Information shown ▸

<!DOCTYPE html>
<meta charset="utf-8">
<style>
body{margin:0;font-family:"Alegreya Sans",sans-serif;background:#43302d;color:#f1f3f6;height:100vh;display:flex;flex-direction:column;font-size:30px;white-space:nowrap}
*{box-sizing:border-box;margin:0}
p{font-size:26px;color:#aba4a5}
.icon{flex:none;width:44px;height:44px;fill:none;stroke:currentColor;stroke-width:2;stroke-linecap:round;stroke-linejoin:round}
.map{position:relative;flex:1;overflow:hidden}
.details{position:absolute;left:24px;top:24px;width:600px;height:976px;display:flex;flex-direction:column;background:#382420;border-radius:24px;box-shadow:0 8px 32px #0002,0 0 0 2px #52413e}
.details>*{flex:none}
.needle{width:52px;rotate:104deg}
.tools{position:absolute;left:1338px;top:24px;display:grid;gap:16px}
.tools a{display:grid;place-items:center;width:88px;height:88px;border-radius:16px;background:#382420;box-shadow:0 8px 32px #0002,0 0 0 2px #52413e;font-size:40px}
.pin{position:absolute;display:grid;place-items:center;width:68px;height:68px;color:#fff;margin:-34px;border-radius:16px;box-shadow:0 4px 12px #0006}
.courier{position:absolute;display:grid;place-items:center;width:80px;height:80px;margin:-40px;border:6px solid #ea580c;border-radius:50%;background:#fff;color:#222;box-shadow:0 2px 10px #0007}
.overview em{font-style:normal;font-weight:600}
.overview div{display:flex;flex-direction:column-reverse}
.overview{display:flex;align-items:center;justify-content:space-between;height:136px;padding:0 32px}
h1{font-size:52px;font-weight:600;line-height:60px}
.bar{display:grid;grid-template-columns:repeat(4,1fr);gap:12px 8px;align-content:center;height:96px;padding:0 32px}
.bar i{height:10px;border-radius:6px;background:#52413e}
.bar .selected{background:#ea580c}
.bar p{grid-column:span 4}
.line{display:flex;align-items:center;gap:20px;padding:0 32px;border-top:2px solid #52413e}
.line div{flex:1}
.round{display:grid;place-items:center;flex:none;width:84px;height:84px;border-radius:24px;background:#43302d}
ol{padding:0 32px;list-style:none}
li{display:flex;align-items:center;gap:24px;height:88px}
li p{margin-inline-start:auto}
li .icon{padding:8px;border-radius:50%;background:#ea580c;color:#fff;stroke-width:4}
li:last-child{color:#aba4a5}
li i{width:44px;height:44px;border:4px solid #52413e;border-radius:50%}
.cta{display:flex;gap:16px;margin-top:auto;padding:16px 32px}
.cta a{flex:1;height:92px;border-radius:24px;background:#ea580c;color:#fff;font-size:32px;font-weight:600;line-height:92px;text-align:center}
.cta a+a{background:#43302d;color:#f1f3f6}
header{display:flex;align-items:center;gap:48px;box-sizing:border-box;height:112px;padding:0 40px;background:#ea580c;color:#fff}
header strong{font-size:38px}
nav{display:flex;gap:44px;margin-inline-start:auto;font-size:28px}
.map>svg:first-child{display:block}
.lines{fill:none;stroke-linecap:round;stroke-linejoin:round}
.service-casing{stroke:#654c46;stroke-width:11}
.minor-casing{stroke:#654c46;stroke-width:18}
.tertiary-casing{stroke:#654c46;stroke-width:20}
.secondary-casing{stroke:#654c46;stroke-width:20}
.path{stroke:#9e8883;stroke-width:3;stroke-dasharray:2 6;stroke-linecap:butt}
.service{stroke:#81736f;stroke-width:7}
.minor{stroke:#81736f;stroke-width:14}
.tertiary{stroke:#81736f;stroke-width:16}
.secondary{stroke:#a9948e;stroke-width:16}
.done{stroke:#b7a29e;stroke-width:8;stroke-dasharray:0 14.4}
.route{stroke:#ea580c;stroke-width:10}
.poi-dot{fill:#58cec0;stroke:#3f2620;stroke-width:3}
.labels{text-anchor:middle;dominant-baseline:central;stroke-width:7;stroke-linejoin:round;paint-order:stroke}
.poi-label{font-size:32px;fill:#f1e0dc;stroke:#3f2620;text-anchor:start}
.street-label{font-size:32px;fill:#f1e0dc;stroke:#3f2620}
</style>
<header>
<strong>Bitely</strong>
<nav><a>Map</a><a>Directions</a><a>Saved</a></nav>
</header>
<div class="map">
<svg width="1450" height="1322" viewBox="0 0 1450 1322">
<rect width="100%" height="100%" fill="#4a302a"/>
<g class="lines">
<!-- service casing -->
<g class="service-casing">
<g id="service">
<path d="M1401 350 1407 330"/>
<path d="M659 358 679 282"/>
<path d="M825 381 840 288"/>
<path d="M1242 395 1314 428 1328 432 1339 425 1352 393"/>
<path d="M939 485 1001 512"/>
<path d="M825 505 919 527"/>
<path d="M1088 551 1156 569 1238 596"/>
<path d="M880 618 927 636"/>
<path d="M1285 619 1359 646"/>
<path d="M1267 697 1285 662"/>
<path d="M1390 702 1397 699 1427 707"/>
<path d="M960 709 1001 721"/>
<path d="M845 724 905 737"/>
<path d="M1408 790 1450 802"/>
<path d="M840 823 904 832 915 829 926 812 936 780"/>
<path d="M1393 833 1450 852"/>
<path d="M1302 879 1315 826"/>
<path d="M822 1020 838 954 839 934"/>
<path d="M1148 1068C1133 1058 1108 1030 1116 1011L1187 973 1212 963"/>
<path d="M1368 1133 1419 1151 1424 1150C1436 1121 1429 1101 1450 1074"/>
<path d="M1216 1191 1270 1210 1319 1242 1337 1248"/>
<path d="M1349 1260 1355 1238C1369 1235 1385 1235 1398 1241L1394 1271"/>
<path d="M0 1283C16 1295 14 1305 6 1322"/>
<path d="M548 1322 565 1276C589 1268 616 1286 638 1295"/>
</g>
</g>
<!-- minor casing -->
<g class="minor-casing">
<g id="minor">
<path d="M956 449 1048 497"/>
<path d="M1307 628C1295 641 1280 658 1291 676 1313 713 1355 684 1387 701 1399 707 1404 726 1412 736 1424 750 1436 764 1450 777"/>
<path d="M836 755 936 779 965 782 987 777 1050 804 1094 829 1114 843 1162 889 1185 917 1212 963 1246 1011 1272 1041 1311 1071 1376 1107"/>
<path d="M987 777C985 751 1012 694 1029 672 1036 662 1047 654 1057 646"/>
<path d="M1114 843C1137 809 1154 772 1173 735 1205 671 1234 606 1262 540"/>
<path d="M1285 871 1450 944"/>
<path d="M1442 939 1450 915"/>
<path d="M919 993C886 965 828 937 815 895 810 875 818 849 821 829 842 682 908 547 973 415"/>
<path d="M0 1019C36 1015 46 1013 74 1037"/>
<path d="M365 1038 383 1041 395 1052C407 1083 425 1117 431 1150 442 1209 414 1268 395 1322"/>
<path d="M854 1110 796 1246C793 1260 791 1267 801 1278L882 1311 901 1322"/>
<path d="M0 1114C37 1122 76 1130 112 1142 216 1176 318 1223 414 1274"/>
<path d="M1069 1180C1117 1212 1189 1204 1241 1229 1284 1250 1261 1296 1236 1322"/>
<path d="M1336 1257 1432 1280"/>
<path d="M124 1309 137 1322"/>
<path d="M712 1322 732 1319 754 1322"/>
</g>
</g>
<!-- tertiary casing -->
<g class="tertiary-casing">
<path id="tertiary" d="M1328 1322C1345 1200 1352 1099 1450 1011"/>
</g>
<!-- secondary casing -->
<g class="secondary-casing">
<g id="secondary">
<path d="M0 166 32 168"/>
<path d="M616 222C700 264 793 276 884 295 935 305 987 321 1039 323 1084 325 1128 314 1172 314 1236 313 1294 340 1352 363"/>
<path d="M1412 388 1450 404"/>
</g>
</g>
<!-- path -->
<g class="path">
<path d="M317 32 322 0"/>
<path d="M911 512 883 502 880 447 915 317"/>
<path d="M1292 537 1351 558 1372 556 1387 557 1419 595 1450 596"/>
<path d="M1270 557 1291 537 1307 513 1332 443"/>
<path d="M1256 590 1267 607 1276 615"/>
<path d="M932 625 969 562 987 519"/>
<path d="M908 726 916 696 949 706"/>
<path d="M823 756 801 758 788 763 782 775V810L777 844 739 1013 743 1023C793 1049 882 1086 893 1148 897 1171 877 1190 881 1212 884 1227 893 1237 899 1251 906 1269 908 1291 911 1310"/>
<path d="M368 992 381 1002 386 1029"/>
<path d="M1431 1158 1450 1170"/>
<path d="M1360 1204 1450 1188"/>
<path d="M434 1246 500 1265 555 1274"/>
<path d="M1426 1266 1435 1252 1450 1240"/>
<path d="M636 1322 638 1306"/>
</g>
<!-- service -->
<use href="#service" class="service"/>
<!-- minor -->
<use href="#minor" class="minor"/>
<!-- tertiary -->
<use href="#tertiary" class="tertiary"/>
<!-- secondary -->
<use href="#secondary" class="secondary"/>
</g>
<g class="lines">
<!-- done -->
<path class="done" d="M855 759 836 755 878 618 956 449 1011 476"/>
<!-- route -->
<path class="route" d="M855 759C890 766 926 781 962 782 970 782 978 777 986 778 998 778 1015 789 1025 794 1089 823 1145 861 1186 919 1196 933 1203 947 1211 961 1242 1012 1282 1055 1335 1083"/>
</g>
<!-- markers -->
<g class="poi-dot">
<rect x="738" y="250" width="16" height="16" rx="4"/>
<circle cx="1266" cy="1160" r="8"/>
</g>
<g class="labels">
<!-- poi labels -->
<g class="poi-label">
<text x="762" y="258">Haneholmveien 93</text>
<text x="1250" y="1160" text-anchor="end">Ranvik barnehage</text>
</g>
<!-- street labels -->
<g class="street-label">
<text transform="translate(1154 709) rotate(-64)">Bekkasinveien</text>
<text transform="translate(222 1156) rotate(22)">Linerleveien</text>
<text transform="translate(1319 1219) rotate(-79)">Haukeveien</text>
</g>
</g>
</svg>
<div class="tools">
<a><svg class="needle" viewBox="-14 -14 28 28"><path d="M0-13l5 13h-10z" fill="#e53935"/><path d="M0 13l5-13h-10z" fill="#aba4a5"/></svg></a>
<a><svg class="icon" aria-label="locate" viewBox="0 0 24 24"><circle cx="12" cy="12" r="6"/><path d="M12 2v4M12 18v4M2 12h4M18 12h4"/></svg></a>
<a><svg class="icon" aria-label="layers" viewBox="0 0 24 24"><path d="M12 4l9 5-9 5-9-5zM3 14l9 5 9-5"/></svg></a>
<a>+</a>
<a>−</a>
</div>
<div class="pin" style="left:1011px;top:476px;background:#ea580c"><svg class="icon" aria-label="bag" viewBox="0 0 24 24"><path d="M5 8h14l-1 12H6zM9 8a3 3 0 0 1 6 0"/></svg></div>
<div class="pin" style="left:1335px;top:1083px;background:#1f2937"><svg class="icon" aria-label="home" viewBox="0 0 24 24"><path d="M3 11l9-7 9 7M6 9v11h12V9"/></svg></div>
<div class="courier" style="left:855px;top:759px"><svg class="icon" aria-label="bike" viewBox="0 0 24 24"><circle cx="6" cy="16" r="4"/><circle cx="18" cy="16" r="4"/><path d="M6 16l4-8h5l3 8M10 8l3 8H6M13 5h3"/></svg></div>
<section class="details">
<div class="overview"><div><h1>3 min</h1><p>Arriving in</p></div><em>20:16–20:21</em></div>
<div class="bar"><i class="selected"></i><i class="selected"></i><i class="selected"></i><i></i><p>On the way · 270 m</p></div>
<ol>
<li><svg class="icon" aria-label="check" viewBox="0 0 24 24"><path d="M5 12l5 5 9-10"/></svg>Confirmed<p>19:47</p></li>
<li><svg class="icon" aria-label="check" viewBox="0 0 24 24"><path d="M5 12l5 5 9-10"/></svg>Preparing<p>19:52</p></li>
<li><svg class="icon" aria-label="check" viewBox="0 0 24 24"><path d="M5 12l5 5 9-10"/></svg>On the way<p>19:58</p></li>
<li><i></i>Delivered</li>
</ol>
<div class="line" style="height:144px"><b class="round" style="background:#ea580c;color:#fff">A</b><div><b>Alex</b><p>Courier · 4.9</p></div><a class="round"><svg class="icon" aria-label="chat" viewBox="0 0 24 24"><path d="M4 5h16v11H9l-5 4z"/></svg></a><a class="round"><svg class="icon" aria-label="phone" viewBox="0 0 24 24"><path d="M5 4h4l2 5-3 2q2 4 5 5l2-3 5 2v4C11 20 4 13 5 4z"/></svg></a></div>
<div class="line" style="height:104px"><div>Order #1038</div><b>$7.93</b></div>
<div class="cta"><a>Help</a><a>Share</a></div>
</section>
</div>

Your assignment ▸ Could you return all lines from the records that include the word "linejoin"?

Response ▸
.icon{flex:none;width:44px;height:44px;fill:none;stroke:currentColor;stroke-width:2;stroke-linecap:round;stroke-linejoin:round}
.lines{fill:none;stroke-linecap:round;stroke-linejoin:round}
.labels{text-anchor:middle;dominant-baseline:central;stroke-width:7;stroke-linejoin:round;paint-order:stroke}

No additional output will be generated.